Although Qiagen is known for its preanalytical tools for upstream research applications, it also clearly has its eye on the molecular diagnostics market. Its $40 million acquisition of Artus in June provided the company with a key component — PCR-based assays — for its plans of operating in this market (see BioCommerce Week 6/2/2005).
According to Glorikian, many of the firms in the BCW Index that want to get more involved in the molecular diagnostics field are likely "going to do it through some level of acquisition."
Fisher Scientific, for example, recently acquired neurological-test manufacturer Athena Diagnostics for $283 million (see BioCommerce Week 3/22/2006). A Fisher spokesperson told BioCommerce Week at the time that "by developing assays and utilizing Athena's genetic markers and discovering new ones, we will be able to capture a growing share of the molecular diagnostic testing markets."
Fisher also paid $15 million for a 9-percent stake in microarray firm Nanogen, and the companies said they would collaborate on expanding Athena's proprietary biomarkers and tests.
Glorikian also cited ABI's announcement in January that it sold its 50-percent stake in Celera Diagnostics to Celera Genomics in exchange for the right to sell instruments to end-user diagnostic customers (see BioCommerce Week 1/11/2006).
A Variety of Competitors, a Variety of Technologies
"These companies that are entering [the molecular diagnostics market] are each going to have a different position, and should accordingly, depending on which sequence they're going after and what they're claiming they can do with that sequence," Glorikian said.
"The smaller companies are going to try and enter through an ASR or home-brew positioning. It takes a lot of effort to get something fully 510(k) approved and get it out the door from a funding standpoint," he said. "Even companies like Cepheid that are very well positioned and very well capitalized have some of their product in ASR, and then they are simultaneously filing for a 510(k) to push it through and get a better level of approval.
"People should not underestimate the complexity of getting through that system," said Glorikian. "That's why you only see a handful of very large players, because it's not a trivial matter."
Other mid-sized firms such as Stratagene, Third Wave Technologies, bioMerieux, and Digene are developing their own PCR-based assays.
Stratagene, which is part of the BCW Index, recently announced that diagnostics giant Bayer would sell customized versions of its Mx3005P instruments to clinical labs for molecular diagnostic testing worldwide (see BioCommerce Week 3/8/2006).
In addition there are a variety of microarray technology firms, including Affymetrix, Illumina, CombiMatrix, and Nanogen, that are sizing up their opportunities in the molecular diagnostics field. GE Healthcare and ABI also are major competitors in the microarray space, but it remains to be seen whether these rivals employ that technology or other tools in developing molecular diagnostics.

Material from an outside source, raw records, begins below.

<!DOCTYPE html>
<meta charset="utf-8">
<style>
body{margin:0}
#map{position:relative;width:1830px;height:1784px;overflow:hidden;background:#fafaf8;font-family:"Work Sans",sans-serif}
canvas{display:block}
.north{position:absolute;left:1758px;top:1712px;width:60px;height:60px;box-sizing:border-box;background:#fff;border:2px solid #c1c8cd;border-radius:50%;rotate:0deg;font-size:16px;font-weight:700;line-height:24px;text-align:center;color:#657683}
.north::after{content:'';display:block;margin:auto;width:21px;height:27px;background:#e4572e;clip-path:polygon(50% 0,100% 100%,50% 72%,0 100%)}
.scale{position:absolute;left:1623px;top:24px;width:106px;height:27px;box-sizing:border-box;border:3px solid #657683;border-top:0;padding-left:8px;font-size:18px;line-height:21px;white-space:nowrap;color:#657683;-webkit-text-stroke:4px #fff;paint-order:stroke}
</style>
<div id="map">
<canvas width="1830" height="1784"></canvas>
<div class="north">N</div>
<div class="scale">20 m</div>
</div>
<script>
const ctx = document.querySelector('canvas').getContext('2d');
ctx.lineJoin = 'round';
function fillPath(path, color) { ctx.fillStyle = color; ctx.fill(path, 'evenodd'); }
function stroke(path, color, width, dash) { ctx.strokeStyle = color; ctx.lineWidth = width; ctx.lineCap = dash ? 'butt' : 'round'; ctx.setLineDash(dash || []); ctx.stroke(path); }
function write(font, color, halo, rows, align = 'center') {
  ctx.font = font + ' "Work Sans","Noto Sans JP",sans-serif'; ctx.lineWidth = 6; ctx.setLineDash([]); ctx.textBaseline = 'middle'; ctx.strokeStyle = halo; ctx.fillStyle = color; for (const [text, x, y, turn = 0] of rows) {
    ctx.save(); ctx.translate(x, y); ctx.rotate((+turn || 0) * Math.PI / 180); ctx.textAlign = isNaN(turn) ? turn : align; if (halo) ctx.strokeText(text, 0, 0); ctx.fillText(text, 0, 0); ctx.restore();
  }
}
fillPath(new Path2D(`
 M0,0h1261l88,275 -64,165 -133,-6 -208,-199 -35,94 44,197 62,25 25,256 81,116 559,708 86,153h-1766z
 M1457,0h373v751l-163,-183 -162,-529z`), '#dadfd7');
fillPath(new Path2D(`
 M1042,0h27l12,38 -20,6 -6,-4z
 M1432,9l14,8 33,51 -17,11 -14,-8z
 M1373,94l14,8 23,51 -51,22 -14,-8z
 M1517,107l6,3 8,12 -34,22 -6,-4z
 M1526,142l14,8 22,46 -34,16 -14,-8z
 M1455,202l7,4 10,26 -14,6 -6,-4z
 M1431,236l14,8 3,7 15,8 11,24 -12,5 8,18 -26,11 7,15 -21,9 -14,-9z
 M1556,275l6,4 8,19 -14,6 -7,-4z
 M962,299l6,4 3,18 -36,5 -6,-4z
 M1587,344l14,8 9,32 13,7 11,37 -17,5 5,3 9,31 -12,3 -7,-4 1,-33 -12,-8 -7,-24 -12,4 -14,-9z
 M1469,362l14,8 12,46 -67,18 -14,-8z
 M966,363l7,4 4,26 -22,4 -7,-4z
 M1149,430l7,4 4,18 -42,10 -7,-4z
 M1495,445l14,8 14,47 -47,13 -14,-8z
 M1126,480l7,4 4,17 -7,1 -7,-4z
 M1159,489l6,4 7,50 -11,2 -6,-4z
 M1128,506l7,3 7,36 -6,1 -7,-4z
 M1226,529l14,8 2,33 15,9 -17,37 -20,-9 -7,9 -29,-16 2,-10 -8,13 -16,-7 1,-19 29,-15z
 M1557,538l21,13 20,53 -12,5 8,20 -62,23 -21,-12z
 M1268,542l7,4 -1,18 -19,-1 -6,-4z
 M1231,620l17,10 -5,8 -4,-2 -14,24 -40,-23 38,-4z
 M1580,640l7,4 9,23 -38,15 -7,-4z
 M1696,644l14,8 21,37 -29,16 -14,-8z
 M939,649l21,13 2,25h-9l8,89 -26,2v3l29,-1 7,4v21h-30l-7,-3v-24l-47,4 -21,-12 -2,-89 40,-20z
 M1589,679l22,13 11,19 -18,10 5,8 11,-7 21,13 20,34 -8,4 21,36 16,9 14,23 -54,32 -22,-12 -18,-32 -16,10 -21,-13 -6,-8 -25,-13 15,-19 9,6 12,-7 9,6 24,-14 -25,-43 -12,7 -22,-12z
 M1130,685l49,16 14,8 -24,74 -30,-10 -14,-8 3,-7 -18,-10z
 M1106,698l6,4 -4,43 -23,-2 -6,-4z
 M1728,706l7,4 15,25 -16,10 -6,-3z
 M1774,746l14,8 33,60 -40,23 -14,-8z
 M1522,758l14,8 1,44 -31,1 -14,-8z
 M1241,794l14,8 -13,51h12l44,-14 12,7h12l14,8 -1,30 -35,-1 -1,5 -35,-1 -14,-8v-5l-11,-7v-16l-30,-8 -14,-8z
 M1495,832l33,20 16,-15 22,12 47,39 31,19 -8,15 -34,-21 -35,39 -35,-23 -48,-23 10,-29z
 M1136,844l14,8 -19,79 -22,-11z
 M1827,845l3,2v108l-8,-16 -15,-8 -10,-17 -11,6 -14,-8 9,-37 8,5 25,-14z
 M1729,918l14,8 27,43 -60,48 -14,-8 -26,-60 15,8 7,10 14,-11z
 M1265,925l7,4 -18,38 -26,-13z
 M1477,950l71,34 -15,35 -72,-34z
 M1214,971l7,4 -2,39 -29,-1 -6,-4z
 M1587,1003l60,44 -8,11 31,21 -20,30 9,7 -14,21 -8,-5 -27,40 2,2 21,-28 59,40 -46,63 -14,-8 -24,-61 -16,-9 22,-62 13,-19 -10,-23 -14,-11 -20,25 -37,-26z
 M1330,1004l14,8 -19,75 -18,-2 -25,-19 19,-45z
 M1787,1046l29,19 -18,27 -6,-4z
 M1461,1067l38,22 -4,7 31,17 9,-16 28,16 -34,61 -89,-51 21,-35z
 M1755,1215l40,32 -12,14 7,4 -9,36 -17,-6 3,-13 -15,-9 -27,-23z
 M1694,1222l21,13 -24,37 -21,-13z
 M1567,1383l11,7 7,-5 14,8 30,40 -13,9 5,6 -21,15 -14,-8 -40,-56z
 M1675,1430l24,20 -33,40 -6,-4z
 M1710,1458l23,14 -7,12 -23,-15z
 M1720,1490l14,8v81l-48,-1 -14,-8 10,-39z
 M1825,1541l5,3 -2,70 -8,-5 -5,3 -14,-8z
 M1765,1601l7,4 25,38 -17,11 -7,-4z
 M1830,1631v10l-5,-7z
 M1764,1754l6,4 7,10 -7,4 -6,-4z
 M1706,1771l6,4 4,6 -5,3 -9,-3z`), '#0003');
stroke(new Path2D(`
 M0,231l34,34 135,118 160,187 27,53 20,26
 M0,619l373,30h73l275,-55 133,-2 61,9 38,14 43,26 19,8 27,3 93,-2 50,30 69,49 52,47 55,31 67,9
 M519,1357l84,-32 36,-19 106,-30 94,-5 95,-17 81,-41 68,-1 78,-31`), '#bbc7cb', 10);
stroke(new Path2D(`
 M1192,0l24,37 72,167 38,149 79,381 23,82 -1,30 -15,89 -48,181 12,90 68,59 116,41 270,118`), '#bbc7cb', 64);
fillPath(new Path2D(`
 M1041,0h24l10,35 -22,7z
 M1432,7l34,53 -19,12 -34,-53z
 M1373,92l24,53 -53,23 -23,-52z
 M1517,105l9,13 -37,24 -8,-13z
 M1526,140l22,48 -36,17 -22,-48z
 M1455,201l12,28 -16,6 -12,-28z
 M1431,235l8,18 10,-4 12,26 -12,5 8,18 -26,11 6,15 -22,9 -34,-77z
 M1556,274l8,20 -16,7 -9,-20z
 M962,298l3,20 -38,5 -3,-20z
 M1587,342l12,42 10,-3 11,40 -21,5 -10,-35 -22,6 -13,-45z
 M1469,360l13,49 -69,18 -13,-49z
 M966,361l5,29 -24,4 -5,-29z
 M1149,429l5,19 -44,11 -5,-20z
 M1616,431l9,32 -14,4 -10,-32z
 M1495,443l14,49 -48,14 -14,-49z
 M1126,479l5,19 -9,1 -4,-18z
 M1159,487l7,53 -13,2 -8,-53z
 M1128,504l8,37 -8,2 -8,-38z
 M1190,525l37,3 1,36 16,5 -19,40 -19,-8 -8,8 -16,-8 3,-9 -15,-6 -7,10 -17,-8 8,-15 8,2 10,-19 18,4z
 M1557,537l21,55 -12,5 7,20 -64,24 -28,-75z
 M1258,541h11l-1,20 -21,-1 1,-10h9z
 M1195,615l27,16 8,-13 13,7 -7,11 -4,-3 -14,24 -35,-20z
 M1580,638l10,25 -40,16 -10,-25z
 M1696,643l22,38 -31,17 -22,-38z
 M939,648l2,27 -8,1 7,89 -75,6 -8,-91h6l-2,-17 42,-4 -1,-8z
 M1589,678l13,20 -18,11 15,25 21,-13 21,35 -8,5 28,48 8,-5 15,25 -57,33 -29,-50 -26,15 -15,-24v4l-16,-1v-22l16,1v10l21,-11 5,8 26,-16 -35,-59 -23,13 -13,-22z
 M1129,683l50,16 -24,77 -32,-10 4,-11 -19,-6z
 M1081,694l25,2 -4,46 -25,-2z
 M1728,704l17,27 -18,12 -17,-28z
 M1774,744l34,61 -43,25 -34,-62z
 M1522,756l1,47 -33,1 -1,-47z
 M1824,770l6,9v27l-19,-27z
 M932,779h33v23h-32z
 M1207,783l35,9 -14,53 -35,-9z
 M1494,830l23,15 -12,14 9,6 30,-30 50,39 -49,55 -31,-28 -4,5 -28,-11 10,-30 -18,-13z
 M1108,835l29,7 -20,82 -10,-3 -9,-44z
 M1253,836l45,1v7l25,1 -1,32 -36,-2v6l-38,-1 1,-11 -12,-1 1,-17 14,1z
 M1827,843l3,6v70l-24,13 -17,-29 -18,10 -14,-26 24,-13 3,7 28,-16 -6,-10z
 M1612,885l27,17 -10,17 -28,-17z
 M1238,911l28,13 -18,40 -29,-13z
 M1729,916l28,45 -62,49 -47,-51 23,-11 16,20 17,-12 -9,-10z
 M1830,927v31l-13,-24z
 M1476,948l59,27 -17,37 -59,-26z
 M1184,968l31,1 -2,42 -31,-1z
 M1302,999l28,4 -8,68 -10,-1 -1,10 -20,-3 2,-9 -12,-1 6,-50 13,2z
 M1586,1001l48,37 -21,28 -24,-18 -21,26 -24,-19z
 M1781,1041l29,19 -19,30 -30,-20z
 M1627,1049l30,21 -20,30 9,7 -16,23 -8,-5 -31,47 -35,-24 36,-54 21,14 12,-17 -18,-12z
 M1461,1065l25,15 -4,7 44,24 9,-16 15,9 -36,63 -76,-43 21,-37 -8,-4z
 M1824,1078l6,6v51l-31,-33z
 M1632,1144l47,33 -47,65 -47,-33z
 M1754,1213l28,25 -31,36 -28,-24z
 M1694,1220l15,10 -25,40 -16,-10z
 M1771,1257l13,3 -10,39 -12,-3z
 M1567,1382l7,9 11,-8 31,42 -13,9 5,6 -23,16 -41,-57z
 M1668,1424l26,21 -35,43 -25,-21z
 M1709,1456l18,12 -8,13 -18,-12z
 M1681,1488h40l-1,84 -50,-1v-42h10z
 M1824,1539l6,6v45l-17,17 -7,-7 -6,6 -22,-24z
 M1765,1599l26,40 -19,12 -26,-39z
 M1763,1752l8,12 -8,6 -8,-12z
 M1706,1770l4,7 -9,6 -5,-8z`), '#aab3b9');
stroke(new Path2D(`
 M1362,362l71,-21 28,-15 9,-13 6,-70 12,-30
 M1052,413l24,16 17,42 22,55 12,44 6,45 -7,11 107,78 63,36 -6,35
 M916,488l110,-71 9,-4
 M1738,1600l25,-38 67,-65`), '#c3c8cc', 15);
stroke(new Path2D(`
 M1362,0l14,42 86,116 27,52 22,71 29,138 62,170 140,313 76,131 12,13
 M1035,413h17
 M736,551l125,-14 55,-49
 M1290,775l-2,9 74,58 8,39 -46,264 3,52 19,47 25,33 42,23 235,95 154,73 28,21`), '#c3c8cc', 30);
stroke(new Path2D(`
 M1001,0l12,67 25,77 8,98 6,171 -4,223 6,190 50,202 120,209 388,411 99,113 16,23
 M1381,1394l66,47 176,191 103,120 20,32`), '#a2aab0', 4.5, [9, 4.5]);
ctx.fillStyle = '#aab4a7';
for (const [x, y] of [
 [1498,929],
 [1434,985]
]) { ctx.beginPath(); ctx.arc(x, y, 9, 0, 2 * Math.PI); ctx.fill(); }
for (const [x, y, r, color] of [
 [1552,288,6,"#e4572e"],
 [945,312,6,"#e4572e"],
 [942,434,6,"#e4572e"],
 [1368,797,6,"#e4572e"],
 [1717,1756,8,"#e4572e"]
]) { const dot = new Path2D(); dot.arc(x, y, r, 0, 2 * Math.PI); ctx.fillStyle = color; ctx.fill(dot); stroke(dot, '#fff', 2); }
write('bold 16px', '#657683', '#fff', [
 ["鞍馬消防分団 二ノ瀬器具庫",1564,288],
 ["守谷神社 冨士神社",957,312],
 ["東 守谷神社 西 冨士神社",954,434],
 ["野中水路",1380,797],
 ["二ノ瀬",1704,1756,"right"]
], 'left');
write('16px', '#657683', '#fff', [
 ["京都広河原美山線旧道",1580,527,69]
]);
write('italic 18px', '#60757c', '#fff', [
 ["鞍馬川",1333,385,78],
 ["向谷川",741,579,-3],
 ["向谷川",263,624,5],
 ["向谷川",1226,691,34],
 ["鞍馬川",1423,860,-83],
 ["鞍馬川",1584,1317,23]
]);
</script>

Affymetrix, the dominant player in the microarray field, recently revealed that it would open a clinical lab business next year and develop CLIA-certified tests for diagnostic partners based on the firm's GeneChip technology. The firm said the tests would enable partners to get their assays on the market quicker than developing tests that have to be cleared by the US Food and Drug Administration's 510(k) process.

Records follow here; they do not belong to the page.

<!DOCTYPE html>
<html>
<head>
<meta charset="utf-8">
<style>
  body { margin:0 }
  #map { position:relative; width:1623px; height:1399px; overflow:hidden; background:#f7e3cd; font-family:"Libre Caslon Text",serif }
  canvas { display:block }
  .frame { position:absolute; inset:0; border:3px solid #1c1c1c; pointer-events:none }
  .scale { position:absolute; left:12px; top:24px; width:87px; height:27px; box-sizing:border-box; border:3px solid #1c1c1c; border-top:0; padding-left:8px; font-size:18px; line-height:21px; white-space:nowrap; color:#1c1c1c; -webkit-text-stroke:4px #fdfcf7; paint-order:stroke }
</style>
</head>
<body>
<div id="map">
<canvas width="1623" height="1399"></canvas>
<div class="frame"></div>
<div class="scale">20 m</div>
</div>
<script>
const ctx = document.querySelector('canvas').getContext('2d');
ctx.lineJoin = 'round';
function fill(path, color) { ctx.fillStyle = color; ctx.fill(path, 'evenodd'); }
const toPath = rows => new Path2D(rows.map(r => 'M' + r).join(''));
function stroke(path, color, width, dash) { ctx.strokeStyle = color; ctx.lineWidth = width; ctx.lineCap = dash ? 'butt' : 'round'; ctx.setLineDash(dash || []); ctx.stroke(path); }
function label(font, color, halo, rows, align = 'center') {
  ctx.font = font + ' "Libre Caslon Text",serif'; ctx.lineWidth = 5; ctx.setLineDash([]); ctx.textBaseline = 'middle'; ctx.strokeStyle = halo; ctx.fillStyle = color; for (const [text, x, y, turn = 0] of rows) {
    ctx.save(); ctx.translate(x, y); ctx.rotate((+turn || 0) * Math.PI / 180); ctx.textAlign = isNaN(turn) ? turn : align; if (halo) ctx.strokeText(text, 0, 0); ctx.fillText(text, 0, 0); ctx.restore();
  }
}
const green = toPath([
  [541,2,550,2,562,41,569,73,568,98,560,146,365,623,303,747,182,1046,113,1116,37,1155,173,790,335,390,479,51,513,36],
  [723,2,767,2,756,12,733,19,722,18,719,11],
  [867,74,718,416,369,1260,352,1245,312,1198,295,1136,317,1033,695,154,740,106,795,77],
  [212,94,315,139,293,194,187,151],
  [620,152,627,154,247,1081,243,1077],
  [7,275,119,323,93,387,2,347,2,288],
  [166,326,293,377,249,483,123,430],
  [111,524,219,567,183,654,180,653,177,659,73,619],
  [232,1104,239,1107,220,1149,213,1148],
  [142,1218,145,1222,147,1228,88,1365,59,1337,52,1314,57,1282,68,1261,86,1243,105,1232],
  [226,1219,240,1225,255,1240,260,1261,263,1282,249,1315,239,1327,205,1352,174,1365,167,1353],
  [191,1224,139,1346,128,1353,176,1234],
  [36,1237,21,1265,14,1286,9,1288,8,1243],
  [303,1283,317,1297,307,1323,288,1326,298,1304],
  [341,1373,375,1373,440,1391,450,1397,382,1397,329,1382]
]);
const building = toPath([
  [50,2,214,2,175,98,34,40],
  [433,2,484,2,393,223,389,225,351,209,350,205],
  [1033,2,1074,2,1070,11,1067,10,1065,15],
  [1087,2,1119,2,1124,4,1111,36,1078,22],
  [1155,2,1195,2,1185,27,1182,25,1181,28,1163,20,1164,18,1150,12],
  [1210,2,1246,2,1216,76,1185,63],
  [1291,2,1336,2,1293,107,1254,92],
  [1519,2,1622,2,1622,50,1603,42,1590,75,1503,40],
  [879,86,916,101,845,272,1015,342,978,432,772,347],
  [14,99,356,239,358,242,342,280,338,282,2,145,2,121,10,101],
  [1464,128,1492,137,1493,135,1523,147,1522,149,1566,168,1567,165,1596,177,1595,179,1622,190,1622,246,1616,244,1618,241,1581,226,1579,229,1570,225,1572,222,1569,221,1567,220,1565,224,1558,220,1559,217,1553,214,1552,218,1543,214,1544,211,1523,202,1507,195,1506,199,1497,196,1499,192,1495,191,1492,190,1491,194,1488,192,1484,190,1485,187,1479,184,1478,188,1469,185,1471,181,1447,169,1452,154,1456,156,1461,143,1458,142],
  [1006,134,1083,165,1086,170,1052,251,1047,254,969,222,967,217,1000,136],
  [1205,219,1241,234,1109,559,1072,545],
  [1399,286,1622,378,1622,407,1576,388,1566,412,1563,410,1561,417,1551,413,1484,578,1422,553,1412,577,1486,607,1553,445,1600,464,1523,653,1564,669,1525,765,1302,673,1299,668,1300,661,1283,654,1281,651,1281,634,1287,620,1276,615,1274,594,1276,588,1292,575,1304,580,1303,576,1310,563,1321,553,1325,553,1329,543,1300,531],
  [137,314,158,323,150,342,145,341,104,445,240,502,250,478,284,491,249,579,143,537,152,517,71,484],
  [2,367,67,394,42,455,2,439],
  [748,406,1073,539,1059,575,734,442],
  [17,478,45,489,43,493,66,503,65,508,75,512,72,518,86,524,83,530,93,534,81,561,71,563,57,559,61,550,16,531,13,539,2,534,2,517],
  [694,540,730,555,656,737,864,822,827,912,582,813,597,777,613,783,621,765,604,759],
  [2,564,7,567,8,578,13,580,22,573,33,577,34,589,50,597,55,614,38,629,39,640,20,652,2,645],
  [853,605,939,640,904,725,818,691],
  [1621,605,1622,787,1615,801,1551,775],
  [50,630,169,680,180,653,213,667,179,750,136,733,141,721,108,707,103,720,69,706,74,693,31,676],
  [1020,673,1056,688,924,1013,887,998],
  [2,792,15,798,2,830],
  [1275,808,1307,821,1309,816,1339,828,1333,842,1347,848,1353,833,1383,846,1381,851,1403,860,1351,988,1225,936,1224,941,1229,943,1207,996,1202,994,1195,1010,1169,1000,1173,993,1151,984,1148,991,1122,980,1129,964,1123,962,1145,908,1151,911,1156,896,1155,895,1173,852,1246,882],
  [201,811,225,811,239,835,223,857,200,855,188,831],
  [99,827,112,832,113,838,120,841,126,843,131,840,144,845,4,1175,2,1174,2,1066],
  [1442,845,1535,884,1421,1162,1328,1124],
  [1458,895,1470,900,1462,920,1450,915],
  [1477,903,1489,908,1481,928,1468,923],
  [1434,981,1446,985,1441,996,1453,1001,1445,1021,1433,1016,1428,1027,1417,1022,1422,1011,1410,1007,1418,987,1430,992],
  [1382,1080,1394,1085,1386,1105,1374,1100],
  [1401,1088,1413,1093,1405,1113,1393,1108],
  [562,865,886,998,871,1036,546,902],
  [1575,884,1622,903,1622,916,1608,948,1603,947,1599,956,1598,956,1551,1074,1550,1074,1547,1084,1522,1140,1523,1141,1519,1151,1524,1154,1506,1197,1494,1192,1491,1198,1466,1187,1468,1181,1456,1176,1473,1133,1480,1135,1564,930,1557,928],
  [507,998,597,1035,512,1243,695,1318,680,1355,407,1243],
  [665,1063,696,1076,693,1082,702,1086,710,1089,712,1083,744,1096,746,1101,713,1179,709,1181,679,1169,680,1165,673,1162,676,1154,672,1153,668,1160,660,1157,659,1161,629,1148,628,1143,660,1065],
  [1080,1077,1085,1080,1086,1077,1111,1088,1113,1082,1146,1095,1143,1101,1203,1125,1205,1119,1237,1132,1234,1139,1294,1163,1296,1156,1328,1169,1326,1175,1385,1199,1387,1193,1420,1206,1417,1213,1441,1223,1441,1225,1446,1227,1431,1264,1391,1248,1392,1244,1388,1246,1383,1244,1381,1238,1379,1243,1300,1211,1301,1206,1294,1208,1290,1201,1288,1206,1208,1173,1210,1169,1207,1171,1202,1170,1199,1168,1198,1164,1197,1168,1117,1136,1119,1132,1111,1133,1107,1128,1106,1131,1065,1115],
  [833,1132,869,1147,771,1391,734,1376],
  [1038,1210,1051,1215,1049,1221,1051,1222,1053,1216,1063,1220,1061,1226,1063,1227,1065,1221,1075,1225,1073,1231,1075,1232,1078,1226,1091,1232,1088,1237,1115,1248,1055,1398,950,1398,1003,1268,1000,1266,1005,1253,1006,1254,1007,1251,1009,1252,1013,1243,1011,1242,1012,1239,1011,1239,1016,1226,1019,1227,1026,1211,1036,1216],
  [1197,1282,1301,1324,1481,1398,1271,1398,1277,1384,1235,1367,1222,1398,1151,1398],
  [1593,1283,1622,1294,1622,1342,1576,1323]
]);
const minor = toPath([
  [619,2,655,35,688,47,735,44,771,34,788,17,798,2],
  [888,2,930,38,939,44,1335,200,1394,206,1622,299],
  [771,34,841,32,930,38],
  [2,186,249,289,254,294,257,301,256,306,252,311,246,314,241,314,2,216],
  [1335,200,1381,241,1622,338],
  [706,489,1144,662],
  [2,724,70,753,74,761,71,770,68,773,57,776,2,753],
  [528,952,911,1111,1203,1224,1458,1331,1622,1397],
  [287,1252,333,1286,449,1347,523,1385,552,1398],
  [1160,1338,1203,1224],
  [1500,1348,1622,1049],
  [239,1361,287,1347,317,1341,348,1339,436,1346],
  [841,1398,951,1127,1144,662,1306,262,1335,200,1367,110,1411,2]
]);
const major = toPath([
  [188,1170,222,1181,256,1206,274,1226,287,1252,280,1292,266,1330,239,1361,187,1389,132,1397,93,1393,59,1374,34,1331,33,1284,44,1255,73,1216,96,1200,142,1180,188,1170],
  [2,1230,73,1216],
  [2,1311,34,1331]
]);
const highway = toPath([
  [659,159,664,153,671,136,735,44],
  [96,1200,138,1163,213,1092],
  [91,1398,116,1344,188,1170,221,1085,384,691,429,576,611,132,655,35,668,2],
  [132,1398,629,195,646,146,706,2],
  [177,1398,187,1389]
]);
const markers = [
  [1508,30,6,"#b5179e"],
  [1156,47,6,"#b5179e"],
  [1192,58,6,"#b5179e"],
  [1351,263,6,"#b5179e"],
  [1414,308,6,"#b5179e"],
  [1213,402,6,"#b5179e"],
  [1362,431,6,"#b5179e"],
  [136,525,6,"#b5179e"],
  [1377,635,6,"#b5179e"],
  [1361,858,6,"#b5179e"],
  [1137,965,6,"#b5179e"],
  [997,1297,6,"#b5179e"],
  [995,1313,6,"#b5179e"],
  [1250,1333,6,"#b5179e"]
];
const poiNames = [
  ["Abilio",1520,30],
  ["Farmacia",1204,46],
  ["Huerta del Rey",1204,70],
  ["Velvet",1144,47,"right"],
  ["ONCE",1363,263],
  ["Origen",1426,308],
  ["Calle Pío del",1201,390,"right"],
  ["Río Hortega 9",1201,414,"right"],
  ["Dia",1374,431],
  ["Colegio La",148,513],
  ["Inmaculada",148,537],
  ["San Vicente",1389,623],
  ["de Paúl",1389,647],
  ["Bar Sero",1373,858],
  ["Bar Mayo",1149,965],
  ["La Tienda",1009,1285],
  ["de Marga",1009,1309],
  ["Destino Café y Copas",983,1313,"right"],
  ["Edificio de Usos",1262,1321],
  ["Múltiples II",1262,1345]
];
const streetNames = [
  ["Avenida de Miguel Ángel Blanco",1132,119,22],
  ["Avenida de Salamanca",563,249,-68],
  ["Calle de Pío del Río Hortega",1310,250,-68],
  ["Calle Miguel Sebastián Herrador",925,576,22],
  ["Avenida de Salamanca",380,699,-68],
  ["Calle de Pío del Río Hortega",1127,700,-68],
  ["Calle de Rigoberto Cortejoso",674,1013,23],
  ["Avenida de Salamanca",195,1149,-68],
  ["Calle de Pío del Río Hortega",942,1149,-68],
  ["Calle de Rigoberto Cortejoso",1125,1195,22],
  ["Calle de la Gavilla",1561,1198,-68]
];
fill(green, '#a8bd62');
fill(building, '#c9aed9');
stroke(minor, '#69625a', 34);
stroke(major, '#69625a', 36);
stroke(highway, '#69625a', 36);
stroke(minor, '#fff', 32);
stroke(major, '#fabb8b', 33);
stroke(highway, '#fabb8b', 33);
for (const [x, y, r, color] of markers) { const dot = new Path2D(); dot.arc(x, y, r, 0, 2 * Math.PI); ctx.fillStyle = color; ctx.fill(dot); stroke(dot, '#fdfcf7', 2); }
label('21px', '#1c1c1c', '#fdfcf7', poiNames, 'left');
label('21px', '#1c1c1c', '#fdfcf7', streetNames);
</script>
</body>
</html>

No matter which technologies are employed, Glorikian said that he expects there will be plenty of alliances signed between molecular diagnostic players and pharmaceutical firms for companion diagnostics.
He also said that point-of-care tests are becoming more of a focal point, with molecular diagnostics tests, such as Cepheid's test for Group B Streptococcus, which the firm recently filed for FDA approval, moving the industry in that direction. His assertion also is backed up by Becton Dickinson's recent $230 million acquisition of GeneOhm Sciences, a privately held company developing molecular diagnostics designed to detect bacteria known to cause nosocomial infections.